++++ Supplied records

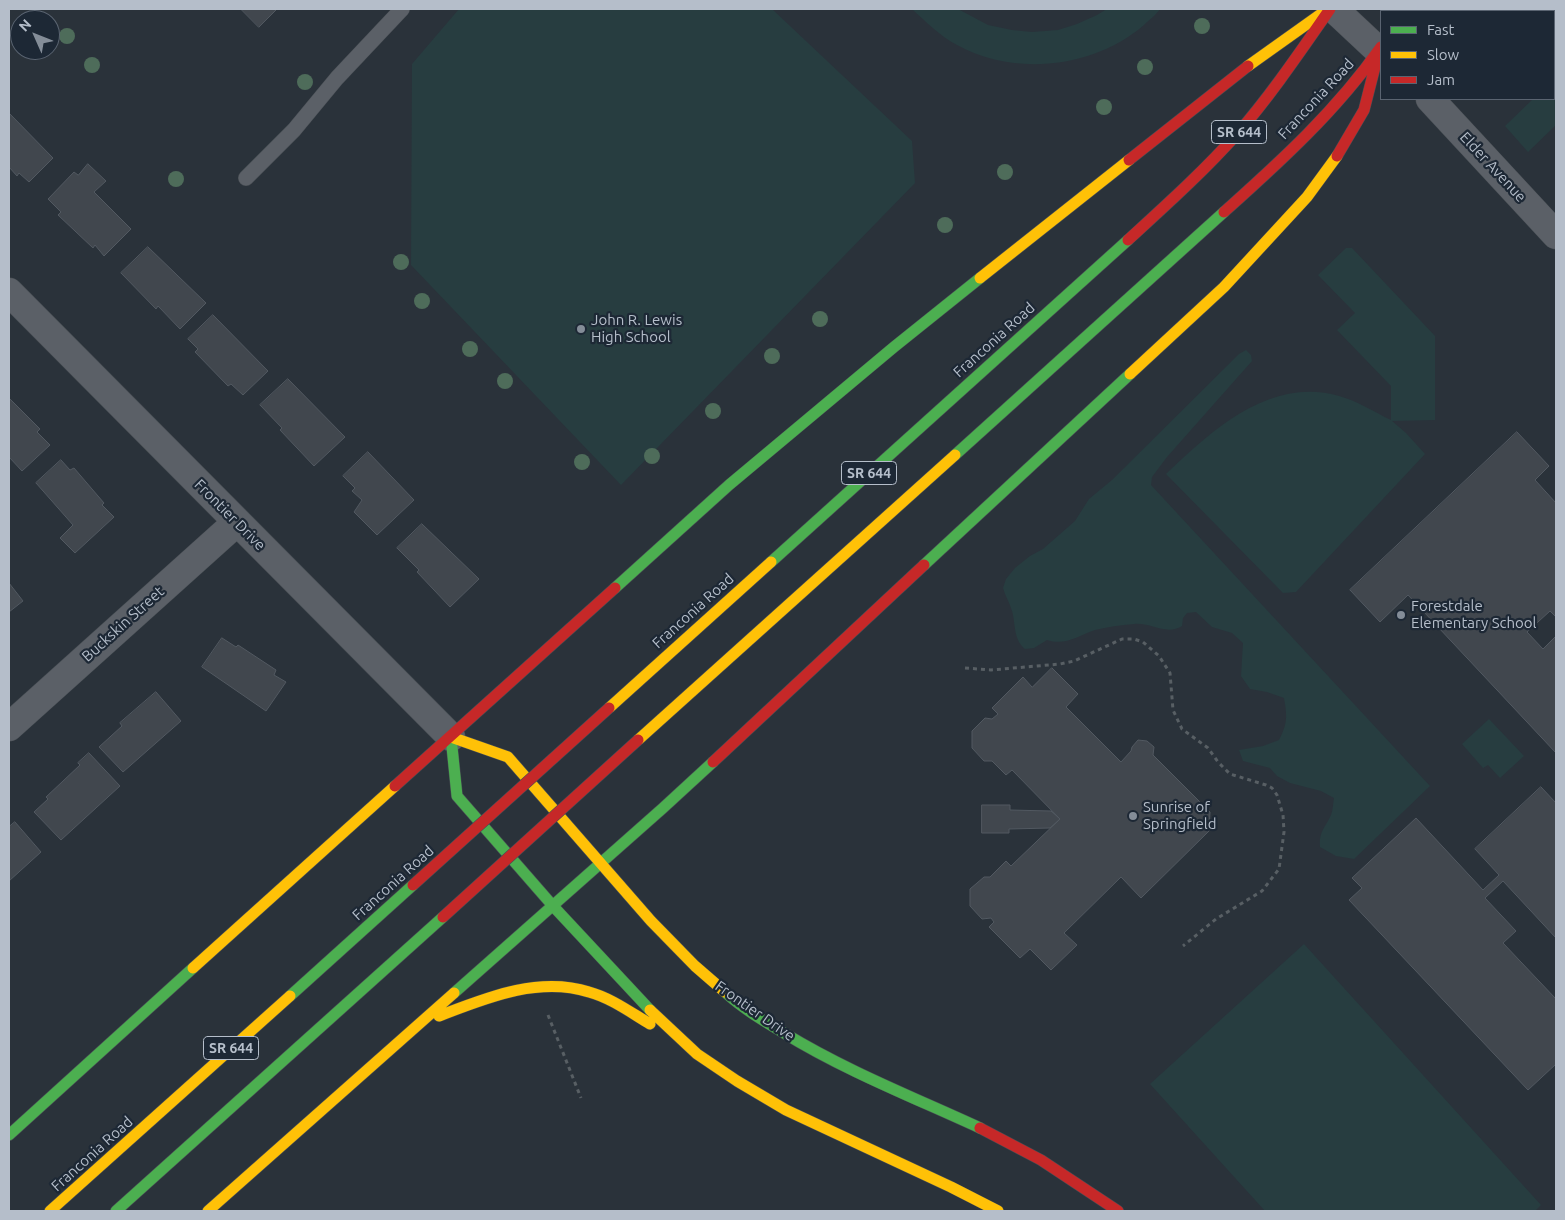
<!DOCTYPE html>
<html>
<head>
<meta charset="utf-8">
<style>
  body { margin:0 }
  #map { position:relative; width:1565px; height:1220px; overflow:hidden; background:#2a323a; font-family:Ubuntu,sans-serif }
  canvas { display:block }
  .frame { position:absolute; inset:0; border:10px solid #b5beca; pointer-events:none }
  .legend { position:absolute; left:1380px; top:10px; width:175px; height:90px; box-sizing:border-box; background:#1d2835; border:1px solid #5a6471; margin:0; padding:6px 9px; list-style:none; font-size:15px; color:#b5beca }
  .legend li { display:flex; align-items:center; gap:10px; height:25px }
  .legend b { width:25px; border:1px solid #5a6471 }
  .north { position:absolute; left:10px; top:10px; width:50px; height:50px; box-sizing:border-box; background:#1d2835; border:1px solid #5a6471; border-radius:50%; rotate:314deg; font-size:14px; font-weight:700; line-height:20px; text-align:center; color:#b5beca }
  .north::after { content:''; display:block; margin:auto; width:18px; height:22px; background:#848d98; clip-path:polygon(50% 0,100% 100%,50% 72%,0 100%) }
</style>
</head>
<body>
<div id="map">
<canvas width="1565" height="1220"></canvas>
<div class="frame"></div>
<ul class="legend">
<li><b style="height:6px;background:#4caf50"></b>Fast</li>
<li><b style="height:6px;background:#ffc107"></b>Slow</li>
<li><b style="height:6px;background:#c62828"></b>Jam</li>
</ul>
<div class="north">N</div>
</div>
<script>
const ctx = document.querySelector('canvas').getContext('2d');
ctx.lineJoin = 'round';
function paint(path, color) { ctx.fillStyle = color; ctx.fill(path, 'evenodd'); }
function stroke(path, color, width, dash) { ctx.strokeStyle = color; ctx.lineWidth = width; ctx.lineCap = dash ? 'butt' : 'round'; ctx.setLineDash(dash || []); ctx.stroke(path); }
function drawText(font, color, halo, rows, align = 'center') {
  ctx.font = font + ' Ubuntu,sans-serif'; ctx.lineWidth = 4.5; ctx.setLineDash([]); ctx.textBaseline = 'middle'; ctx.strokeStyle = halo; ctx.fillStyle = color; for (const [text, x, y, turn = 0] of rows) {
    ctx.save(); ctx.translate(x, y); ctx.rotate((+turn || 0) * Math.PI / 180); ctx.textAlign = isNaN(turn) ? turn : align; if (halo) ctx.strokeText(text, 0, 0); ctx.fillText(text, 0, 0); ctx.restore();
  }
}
const green = new Path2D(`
  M 459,9 L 772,9 L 912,141 L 915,183 L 621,485 L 411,265 L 412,64 Z
  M 912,9 L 958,9 L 988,25 L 1012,30 L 1032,32 L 1058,30 L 1077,24 L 1097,15 L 1107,9 L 1160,9 C 1156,15 1149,20 1144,25 C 1094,68 1015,77 957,45 C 940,36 926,22 912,9 Z
  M 1556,77 L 1556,125 L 1528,152 L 1505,126 L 1533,99 L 1554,99 L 1554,79 Z
  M 1346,248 L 1352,248 L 1435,336 L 1435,420 L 1392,421 L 1406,433 L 1425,454 L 1296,592 L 1283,593 L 1166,474 C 1211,431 1270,376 1339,396 C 1358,401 1374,412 1391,420 L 1391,386 L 1337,330 L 1355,313 L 1318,275 Z
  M 1246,350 L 1251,355 L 1252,361 L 1167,457 L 1152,477 L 1151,485 L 1430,786 L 1354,859 L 1336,856 L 1320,847 C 1319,831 1325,828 1331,815 C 1333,810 1333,803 1334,798 L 1321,791 L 1290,783 L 1277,776 L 1270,768 L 1243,761 L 1239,750 L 1263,746 L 1279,740 C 1288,723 1287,716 1284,698 L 1267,692 L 1250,689 L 1241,676 L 1243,643 L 1232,633 L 1212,627 L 1196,612 L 1187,613 L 1183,618 L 1182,626 C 1166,636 1151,622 1134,624 C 1121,625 1107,627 1095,630 C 1078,636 1065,646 1047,640 L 1034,648 L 1025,649 C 1013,639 1016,625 1012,611 C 1010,603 1005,596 1003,588 L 1006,579 L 1015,568 L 1030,556 L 1043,549 L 1075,521 L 1089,499 L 1112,480 L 1239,354 Z
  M 1489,719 L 1524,756 L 1500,778 L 1488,765 L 1483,768 L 1462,744 Z
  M 1304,944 L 1541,1205 L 1535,1211 L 1265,1211 L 1150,1084 Z`);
const building = new Path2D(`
  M 241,9 L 277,9 L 259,27 Z
  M 1496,9 L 1514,9 L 1521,11 L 1495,11 Z
  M 9,113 L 53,158 L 29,182 L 19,173 L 17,176 L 9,167 Z
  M 88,164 L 106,181 L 94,192 L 131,229 L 104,256 L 95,245 L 93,248 L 58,215 L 61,212 L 48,199 L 74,172 L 78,175 Z
  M 148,247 L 206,303 L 180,329 L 158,306 L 156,309 L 121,273 Z
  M 213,315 L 268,371 L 243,395 L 231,384 L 228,386 L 195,352 L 198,349 L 188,339 Z
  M 288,379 L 345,437 L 314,466 L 280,430 L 282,428 L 260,405 Z
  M 9,398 L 40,429 L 37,432 L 50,445 L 22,471 L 9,457 Z
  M 1517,432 L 1549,466 L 1535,480 L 1556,503 L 1556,617 L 1550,611 L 1527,632 L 1543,649 L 1556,636 L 1556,753 L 1408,595 L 1380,622 L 1350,590 Z
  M 368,452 L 414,500 L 377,535 L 354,512 L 362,500 L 352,491 L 355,488 L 343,476 Z
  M 61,460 L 70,470 L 74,468 L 104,503 L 102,505 L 114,517 L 75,553 L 60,538 L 73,525 L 36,483 Z
  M 422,524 L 479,579 L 450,607 L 417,572 L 419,570 L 397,548 Z
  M 9,583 L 23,601 L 9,612 Z
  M 222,638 L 236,647 L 238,645 L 276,670 L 274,675 L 286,682 L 266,711 L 202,667 Z
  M 1052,668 L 1078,694 L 1066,707 L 1121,762 L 1131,751 L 1132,747 L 1138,740 L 1147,741 L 1154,747 L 1153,755 L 1210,812 L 1209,831 L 1141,898 L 1121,877 L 1064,933 L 1077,945 L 1051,970 L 1030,949 L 1020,958 L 989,927 L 994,922 L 991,918 L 982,919 L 970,906 L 970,889 L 984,877 L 990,877 L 1006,861 L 1011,866 L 1060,819 L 1012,770 L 1006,775 L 992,761 L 984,761 L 972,748 L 972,731 L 985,718 L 992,719 L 998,714 L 992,708 L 1023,677 L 1032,687 Z
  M 156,692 L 181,721 L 123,772 L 99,747 L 122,726 L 120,723 Z
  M 89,753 L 120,786 L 61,840 L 34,812 L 48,799 L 46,797 L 80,765 L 78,763 Z
  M 1541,787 L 1556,803 L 1556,938 L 1503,881 L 1485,898 L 1516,931 L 1503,943 L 1556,999 L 1556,1064 L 1528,1090 L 1349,900 L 1362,888 L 1352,878 L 1416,818 L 1483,890 L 1499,875 L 1475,849 Z
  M 982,805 L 1010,805 L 1010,810 L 1051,811 L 1060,819 L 1050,828 L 1009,829 L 1009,833 L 982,833 Z
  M 15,822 L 41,852 L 9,881 L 9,827 Z`);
const path = new Path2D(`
  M 965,668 L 991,670 L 1060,664 L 1074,661 L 1122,639 L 1134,639 L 1143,642 L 1159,656 L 1170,673 L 1173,710 L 1182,729 L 1208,748 L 1218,762 L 1230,774 L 1266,785 L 1272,788 L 1277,795 L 1283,815 L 1284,832 L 1279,869 L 1262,891 L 1216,919 L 1183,946
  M 548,1015 L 581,1098`);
const lane = new Path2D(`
  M 246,178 L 294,130 L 337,78 L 402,9`);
const street = new Path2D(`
  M 1334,9 L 1381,53
  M 1430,99 L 1556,235
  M 9,292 L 451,737
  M 9,727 L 237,522`);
const fast = new Path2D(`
  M 955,455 L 1224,212
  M 771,562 L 1128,240
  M 924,565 L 1130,374
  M 615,588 L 729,485 L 894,347 L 980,278
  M 451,737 L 457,796 L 553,906 L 650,1010
  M 725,992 C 742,1008 764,1021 784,1033 C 846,1071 915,1098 980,1128
  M 454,993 L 663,808 L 713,762
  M 290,996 L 413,885
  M 9,1135 L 193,968
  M 116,1211 L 443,917`);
const slow = new Path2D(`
  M 1405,11 L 1406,9
  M 1248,66 L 1328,9
  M 980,278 L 1129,160
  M 1130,374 L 1224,287 L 1307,197 L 1337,156
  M 609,708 L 771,562
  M 451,737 L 508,757 L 651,921 L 695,966 L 725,992
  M 638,740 L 955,455
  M 193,968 L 395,786
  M 650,1010 L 697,1054 L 737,1081 L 786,1110 L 951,1187 L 998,1211
  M 439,1016 C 486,998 538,976 589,992 C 611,998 630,1012 650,1024
  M 50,1211 L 290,996
  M 208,1211 L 454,993`);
const jam = new Path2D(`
  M 1337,156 L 1364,110 L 1379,51
  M 1129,160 L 1248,66
  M 1224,212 C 1281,161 1337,110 1381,47
  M 1128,240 C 1165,206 1203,172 1237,134 C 1271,95 1300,52 1330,9
  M 713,762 L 924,565
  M 395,786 L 615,588
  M 980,1128 L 1041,1160 L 1118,1211`);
const jamBridge = new Path2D(`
  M 413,885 L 609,708
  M 443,917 L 638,740`);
const trees = [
  [1202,26],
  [67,36],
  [92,65],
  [1145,67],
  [305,82],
  [1104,107],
  [1005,172],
  [176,179],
  [945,225],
  [401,262],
  [422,301],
  [820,319],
  [470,349],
  [772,356],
  [505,381],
  [713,411],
  [652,456],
  [582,462]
];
const markers = [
  [581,329,5,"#848d98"],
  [1401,615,5,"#848d98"],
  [1133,816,5,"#848d98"]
];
const shields = [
  [1239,132,55],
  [869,473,55],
  [231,1048,55]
];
const shieldNames = [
  ["SR 644",1239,132],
  ["SR 644",869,473],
  ["SR 644",231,1048]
];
const streetNames = [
  ["Franconia Road",1316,99,-47],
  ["Elder Avenue",1493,167,47],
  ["Franconia Road",994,340,-42],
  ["Frontier Drive",230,515,45],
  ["Franconia Road",693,611,-42],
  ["Buckskin Street",123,624,-42],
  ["Franconia Road",393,883,-42],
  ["Frontier Drive",755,1011,35],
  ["Franconia Road",92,1154,-42]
];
const poiNames = [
  ["John R. Lewis",591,320],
  ["High School",591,337],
  ["Forestdale",1411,606],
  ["Elementary School",1411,623],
  ["Sunrise of",1143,807],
  ["Springfield",1143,824]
];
paint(green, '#273d40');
paint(building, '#41474e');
stroke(building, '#525961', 1);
stroke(lane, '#484e54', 16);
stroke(street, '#484e54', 29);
stroke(fast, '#484e54', 12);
stroke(slow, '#484e54', 12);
stroke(jam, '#484e54', 12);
stroke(path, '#585f64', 3, [4, 4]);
stroke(lane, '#5b6067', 15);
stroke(street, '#5b6067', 28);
stroke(fast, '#4caf50', 11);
stroke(slow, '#ffc107', 11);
stroke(jam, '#c62828', 11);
stroke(jamBridge, '#484e56', 12, []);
stroke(jamBridge, '#c62828', 11);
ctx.fillStyle = '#4e6c5a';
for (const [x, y] of trees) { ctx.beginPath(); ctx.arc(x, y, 8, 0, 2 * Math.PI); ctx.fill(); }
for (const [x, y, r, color] of markers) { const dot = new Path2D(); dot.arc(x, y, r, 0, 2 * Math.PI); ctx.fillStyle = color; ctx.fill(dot); stroke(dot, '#1d2835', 2); }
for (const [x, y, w] of shields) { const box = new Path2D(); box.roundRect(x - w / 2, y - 11.5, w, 23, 4); ctx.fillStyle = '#1d2835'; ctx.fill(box); stroke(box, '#b5beca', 1); }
drawText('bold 14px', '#b5beca', null, shieldNames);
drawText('15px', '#b5beca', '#1d2835', streetNames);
drawText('15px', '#b5beca', '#1d2835', poiNames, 'left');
</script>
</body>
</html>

++++++++

Required work:
Filter the records down to the lines that contain the string "function", and copy those lines.

Written response:
function paint(path, color) { ctx.fillStyle = color; ctx.fill(path, 'evenodd'); }
function stroke(path, color, width, dash) { ctx.strokeStyle = color; ctx.lineWidth = width; ctx.lineCap = dash ? 'butt' : 'round'; ctx.setLineDash(dash || []); ctx.stroke(path); }
function drawText(font, color, halo, rows, align = 'center') {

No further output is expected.